Work to be completed:
Copy nothing before the line that contains "Task: What data"; from there, transcribe each line exactly through the end of the material, omitting pictures.

[Start of section]

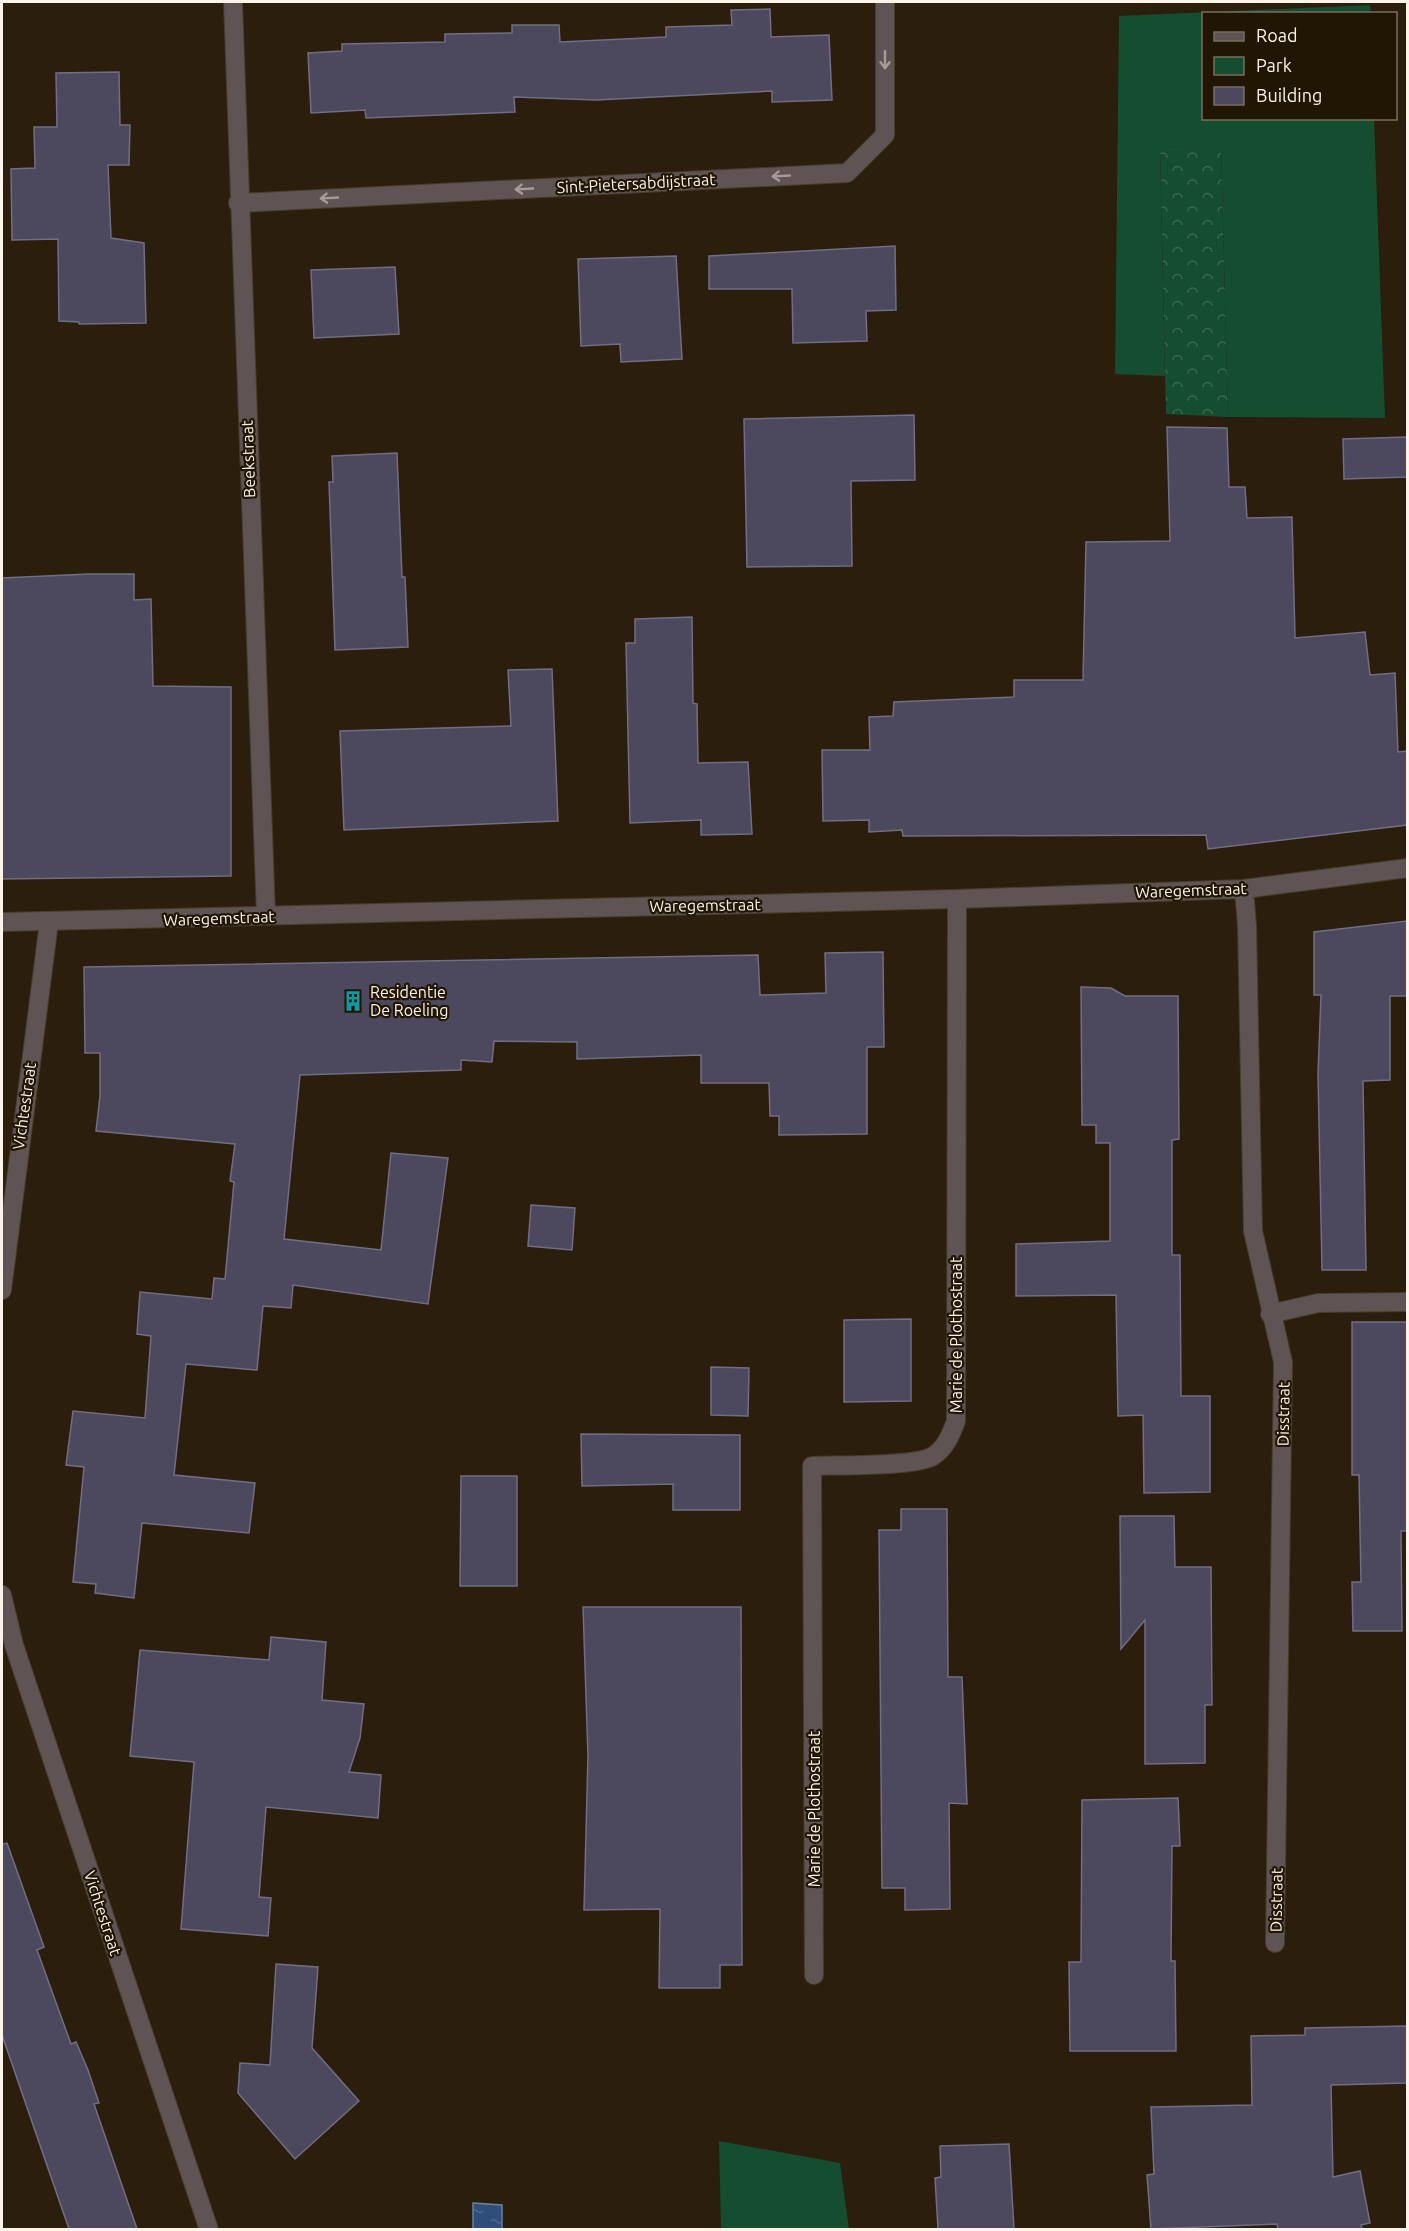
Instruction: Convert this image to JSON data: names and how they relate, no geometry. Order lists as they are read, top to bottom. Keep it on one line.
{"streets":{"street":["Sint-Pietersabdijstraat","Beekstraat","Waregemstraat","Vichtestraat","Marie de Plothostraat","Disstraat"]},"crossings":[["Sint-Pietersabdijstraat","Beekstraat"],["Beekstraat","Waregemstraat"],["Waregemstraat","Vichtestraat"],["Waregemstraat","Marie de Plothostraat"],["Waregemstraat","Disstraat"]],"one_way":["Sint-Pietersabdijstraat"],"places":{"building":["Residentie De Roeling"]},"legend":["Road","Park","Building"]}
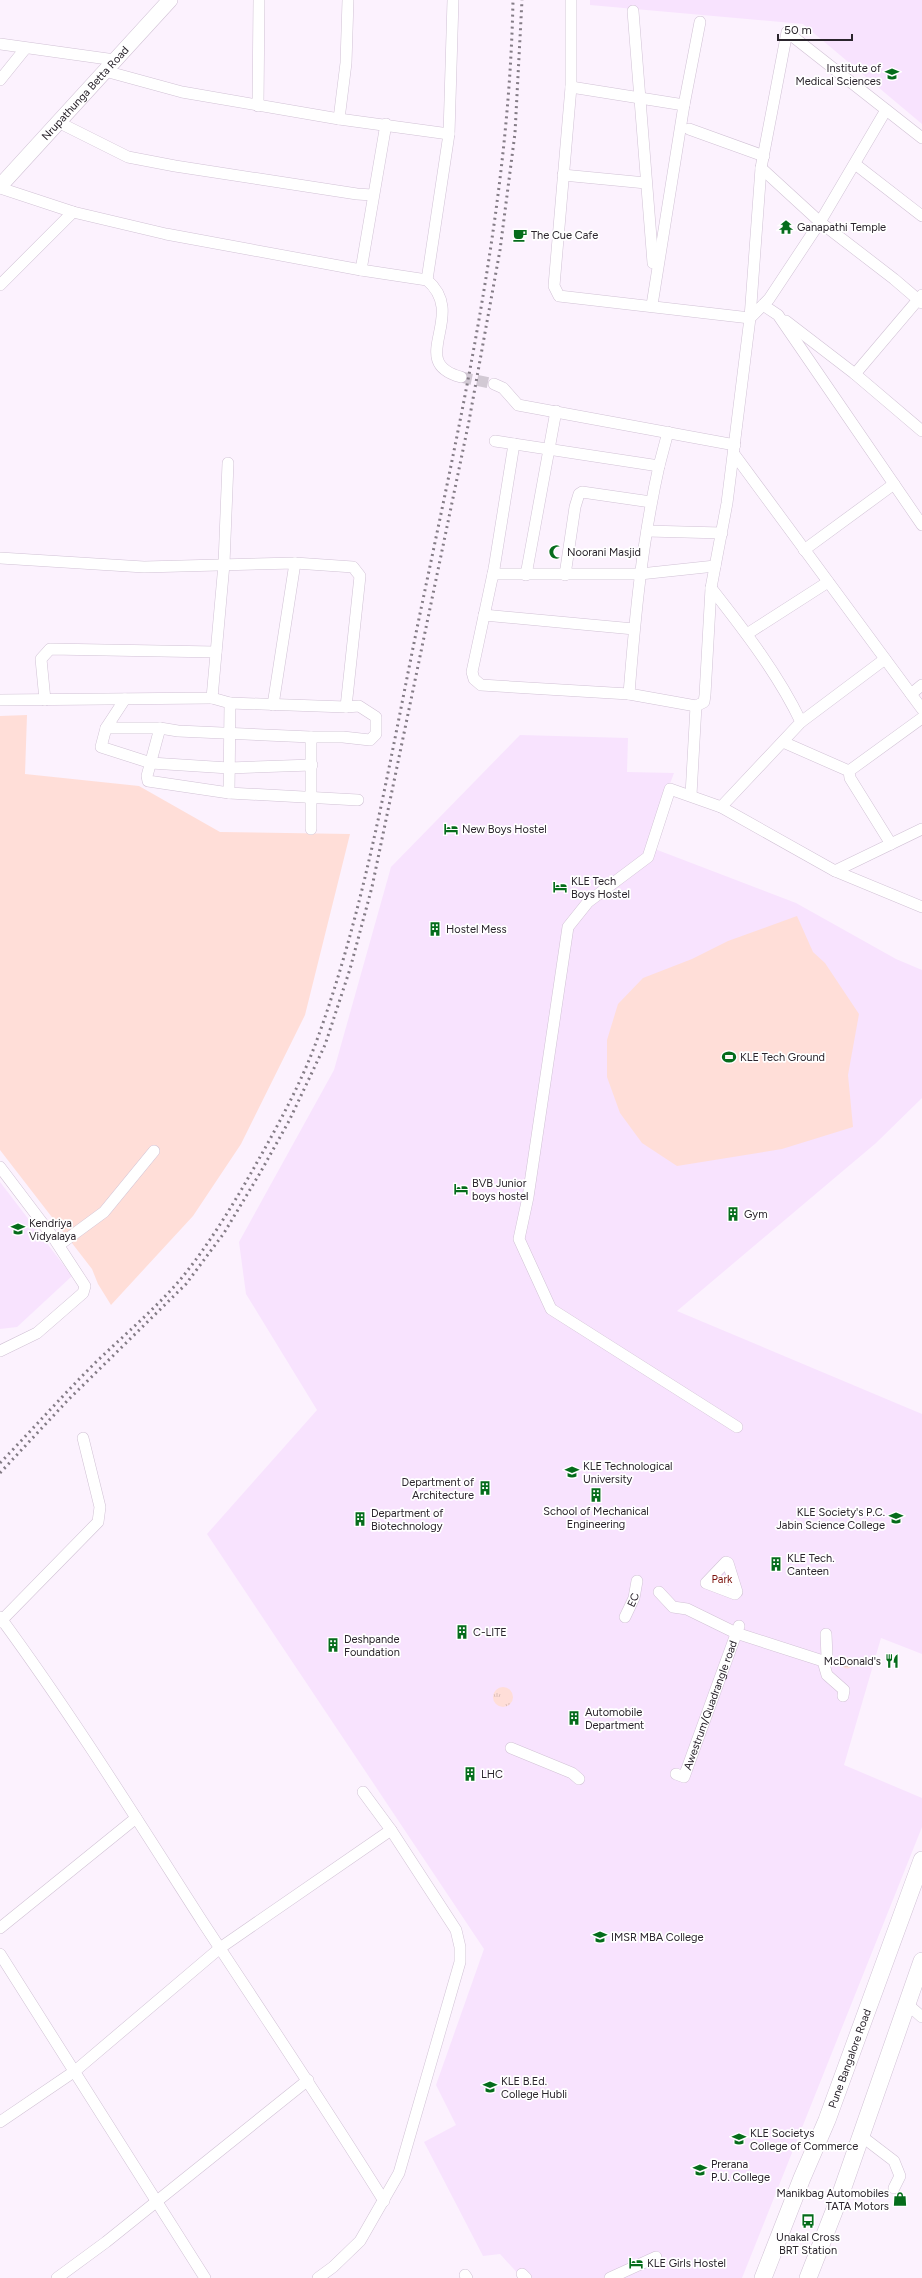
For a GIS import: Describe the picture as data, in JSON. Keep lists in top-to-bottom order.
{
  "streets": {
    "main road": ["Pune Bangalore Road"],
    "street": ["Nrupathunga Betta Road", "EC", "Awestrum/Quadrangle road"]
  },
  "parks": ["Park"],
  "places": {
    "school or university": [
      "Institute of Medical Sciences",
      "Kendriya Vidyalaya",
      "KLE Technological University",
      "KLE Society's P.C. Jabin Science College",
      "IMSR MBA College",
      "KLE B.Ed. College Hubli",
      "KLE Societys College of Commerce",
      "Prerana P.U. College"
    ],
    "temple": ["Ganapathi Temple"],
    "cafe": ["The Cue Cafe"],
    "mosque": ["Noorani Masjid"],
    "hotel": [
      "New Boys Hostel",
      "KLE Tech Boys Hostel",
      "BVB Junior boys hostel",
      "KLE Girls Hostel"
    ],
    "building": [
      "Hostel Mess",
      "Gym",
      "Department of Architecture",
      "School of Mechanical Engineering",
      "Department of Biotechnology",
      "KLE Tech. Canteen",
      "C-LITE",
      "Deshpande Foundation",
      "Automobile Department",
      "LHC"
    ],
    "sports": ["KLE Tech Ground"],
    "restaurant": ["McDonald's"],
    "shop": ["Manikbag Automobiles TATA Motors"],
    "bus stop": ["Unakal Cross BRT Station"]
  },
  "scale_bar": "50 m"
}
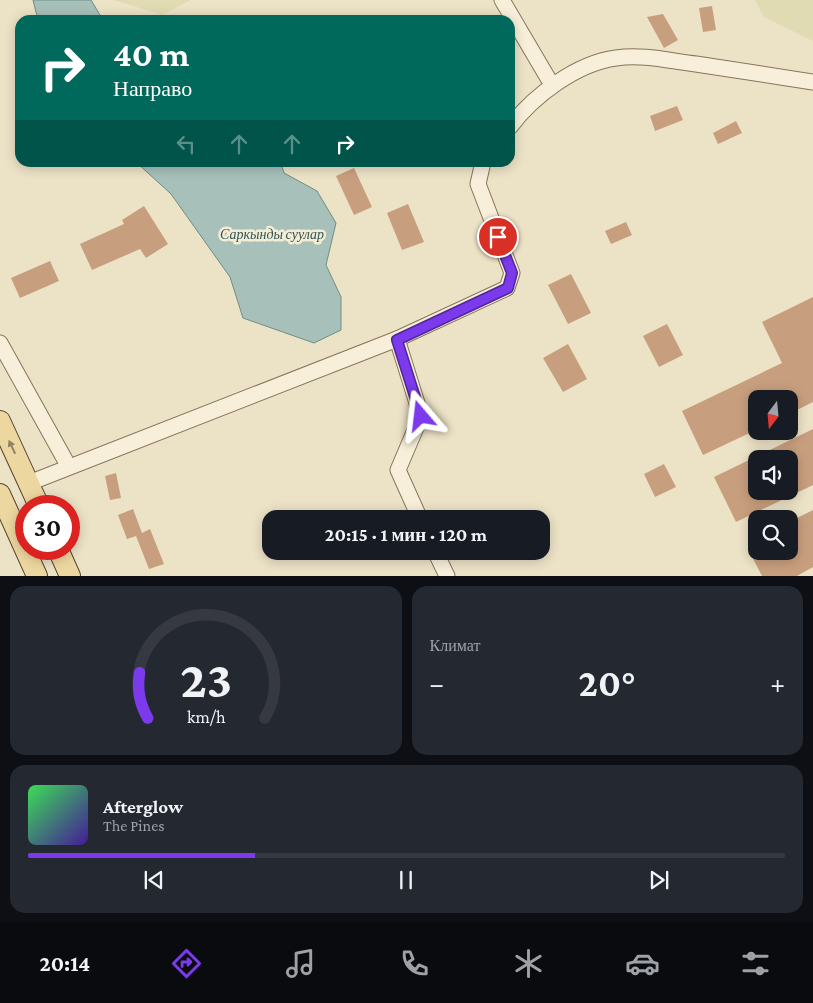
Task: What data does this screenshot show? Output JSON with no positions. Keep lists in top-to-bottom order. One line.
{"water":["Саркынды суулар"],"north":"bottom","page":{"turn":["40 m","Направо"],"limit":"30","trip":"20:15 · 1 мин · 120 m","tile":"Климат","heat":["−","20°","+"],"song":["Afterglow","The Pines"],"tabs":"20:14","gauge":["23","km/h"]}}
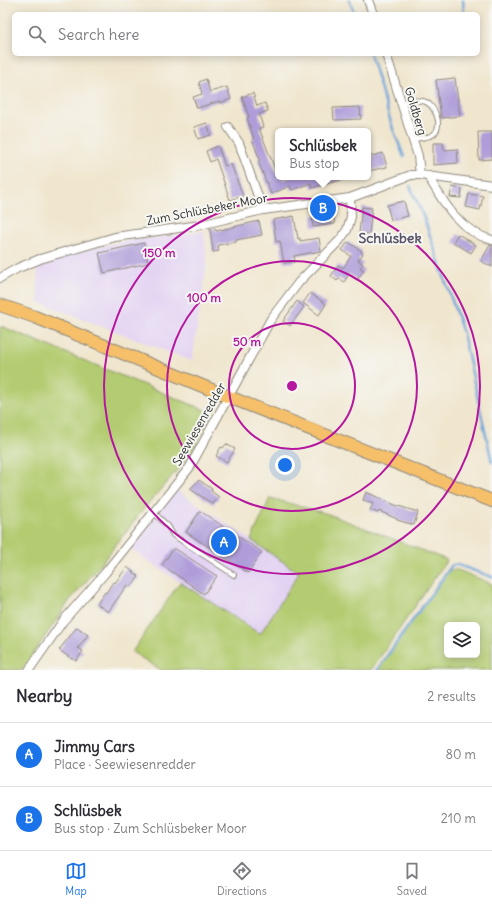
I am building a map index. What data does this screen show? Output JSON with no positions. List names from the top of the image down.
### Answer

[End of section]

Final answer:
Task: What data does this screenshot show? Output JSON with no positions. Keep lists in top-to-bottom order. One line.
{"water":["Саркынды суулар"],"north":"bottom","page":{"turn":["40 m","Направо"],"limit":"30","trip":"20:15 · 1 мин · 120 m","tile":"Климат","heat":["−","20°","+"],"song":["Afterglow","The Pines"],"tabs":"20:14","gauge":["23","km/h"]}}
I am building a map index. What data does this screen show? Output JSON with no positions. List names from the top of the image down.
### Answer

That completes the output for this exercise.